To date, the JAK inhibitor ruxolitinib (Jakafi) is the only FDA-approved therapy for the treatment of patients with myelofibrosis (MF); however, novel agents and combination regimens are in development to address some of the unmet needs in MF, including treating cases of anemia associated with MF and treatment with ruxolitinib, as well as increasing responses to the targeted therapy.

In an interview with Targeted Therapies in Oncology™ (TTO), at the meeting, Prithviraj Bose, MD, assistant professor, The University of Texas MD Anderson Cancer Center, discussed the findings of 2 combination trials with ruxolitinib to optimize outcomes for patients with MF.

TTO: What are the unmet needs that still exist in MF that you would like to see be resolved?

BOSE: Ruxolitinib is a very well-established choice for JAK1/2 inhibition, but we also have some limitations. It is great at shrinking the spleen and improving symptoms, and it extends overall survival [OS], but certain things don’t get that much better. For example, ruxolitinib causes anemia, which can make it hard for patients to stay on or go up to the optimal dose.

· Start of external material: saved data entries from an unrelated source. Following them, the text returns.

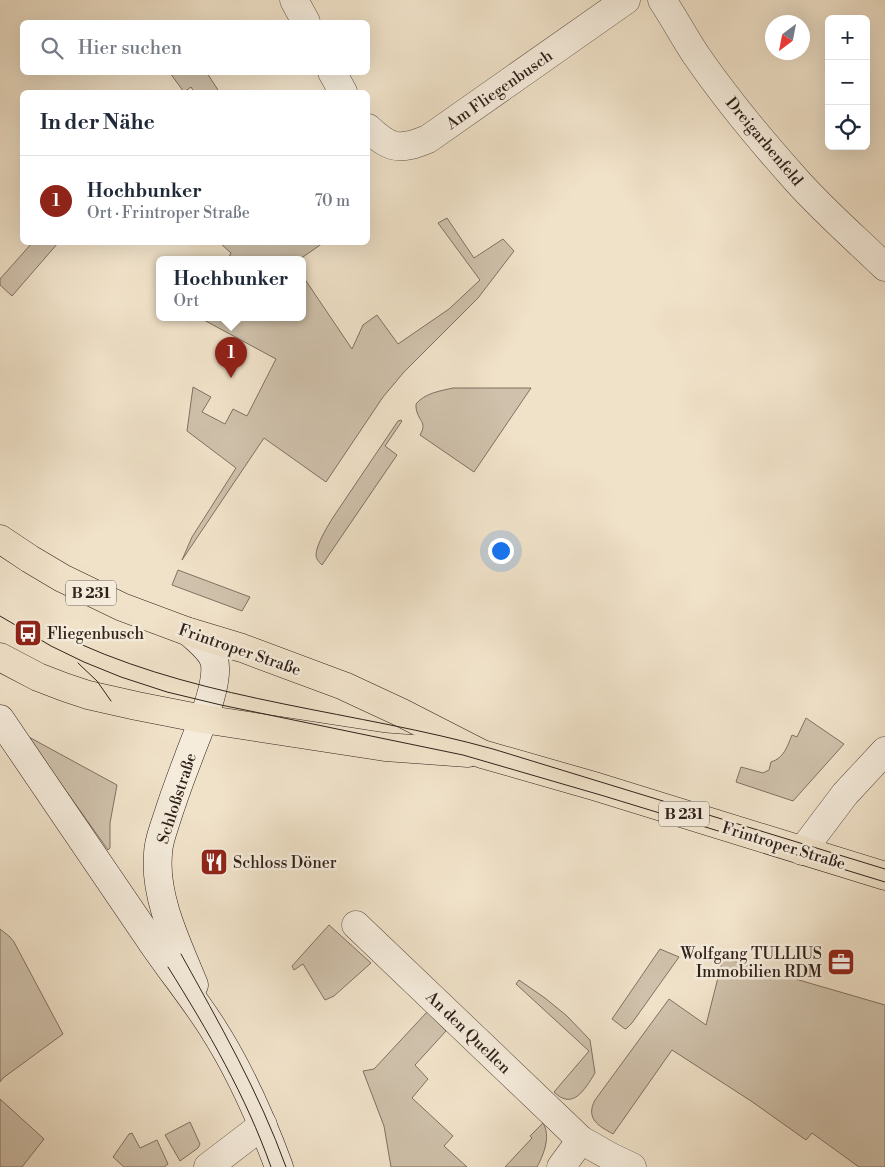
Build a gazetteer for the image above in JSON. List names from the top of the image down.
{
  "streets": {
    "main road": ["B 231", "Frintroper Straße"],
    "street": [
      "Am Fliegenbusch",
      "Dreigarbenfeld",
      "Schloßstraße",
      "An den Quellen"
    ]
  },
  "crossings": [
    ["Frintroper Straße", "Schloßstraße"]
  ],
  "places": {
    "bus stop": ["Fliegenbusch"],
    "restaurant": ["Schloss Döner"],
    "office": ["Wolfgang TULLIUS Immobilien RDM"]
  },
  "north": "bottom left",
  "page": {
    "map_buttons": ["+", "−"],
    "search": "Hier suchen",
    "heading": "In der Nähe",
    "list": [
      {
        "mark": "1",
        "name": "Hochbunker",
        "note": "Ort · Frintroper Straße",
        "value": "70 m"
      }
    ],
    "popup": ["Hochbunker", "Ort"],
    "pins": "1"
  }
}
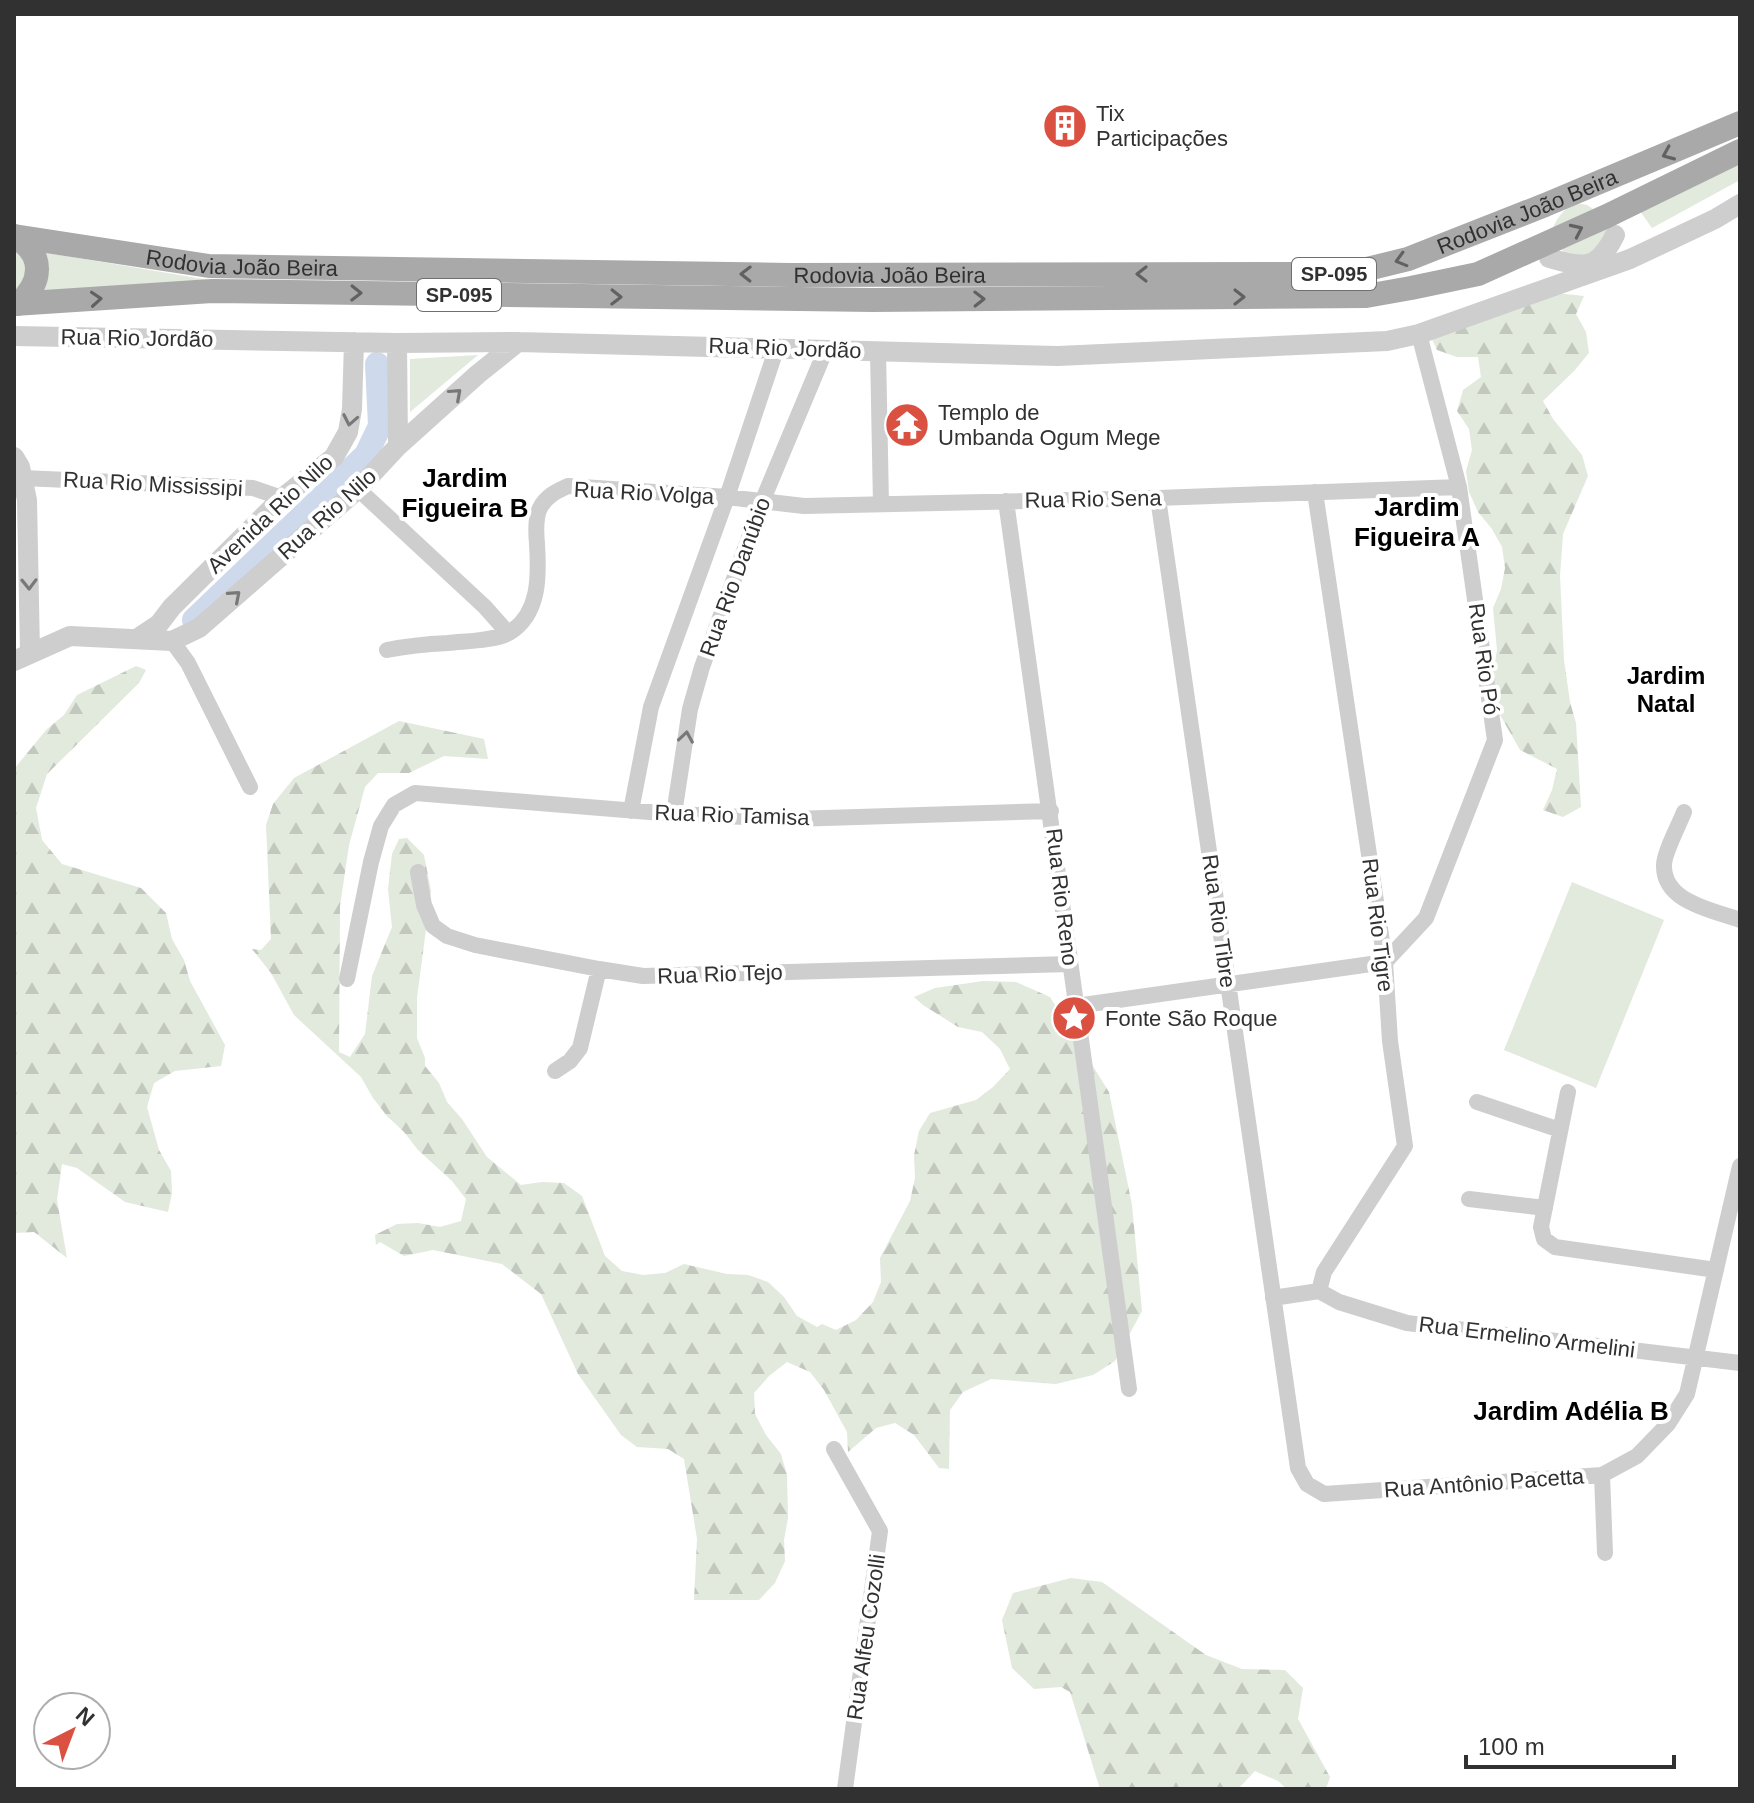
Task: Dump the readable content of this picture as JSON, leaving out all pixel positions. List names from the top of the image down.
{
  "streets": {
    "main road": ["Rodovia João Beira", "SP-095"],
    "street": [
      "Rua Rio Jordão",
      "Rua Rio Mississipi",
      "Rua Rio Volga",
      "Rua Rio Sena",
      "Avenida Rio Nilo",
      "Rua Rio Nilo",
      "Rua Rio Danúbio",
      "Rua Rio Pó",
      "Rua Rio Tamisa",
      "Rua Rio Reno",
      "Rua Rio Tibre",
      "Rua Rio Tigre",
      "Rua Rio Tejo",
      "Rua Ermelino Armelini",
      "Rua Antônio Pacetta",
      "Rua Alfeu Cozolli"
    ]
  },
  "crossings": [
    ["Rua Rio Jordão", "Avenida Rio Nilo"],
    ["Rua Rio Jordão", "Rua Rio Nilo"],
    ["Rua Rio Jordão", "Rua Rio Danúbio"],
    ["Rua Rio Jordão", "Rua Rio Pó"],
    ["Rua Rio Mississipi", "Avenida Rio Nilo"],
    ["Rua Rio Volga", "Rua Rio Sena"],
    ["Rua Rio Volga", "Rua Rio Danúbio"],
    ["Rua Rio Sena", "Rua Rio Danúbio"],
    ["Rua Rio Sena", "Rua Rio Pó"],
    ["Rua Rio Sena", "Rua Rio Reno"],
    ["Rua Rio Sena", "Rua Rio Tibre"],
    ["Rua Rio Sena", "Rua Rio Tigre"],
    ["Avenida Rio Nilo", "Rua Rio Nilo"],
    ["Rua Rio Danúbio", "Rua Rio Tamisa"],
    ["Rua Rio Pó", "Rua Rio Tigre"],
    ["Rua Rio Tamisa", "Rua Rio Reno"],
    ["Rua Rio Reno", "Rua Rio Tejo"],
    ["Rua Rio Tibre", "Rua Antônio Pacetta"],
    ["Rua Rio Tigre", "Rua Ermelino Armelini"],
    ["Rua Ermelino Armelini", "Rua Antônio Pacetta"]
  ],
  "one_way": ["Rua Rio Nilo"],
  "districts": [
    "Jardim Figueira B",
    "Jardim Figueira A",
    "Jardim Natal",
    "Jardim Adélia B"
  ],
  "places": {
    "building": ["Tix Participações"],
    "temple": ["Templo de Umbanda Ogum Mege"],
    "place": ["Fonte São Roque"]
  },
  "scale_bar": "100 m",
  "north": "top right"
}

The unmet needs are (1) to have a drug that could circumvent the anemia with ruxolitinib, and maybe even the thrombocytopenia, so that patients can stay on ruxolitinib at an optimal dose for an extended period of time, and (2) the fact that ruxolitinib is not a cure. Even though it extends OS, MF is still not curable without allogeneic transplant. We need disease-modifying drugs, which, in combination with ruxolitinib, for example, will hopefully give us more biology-altering benefits.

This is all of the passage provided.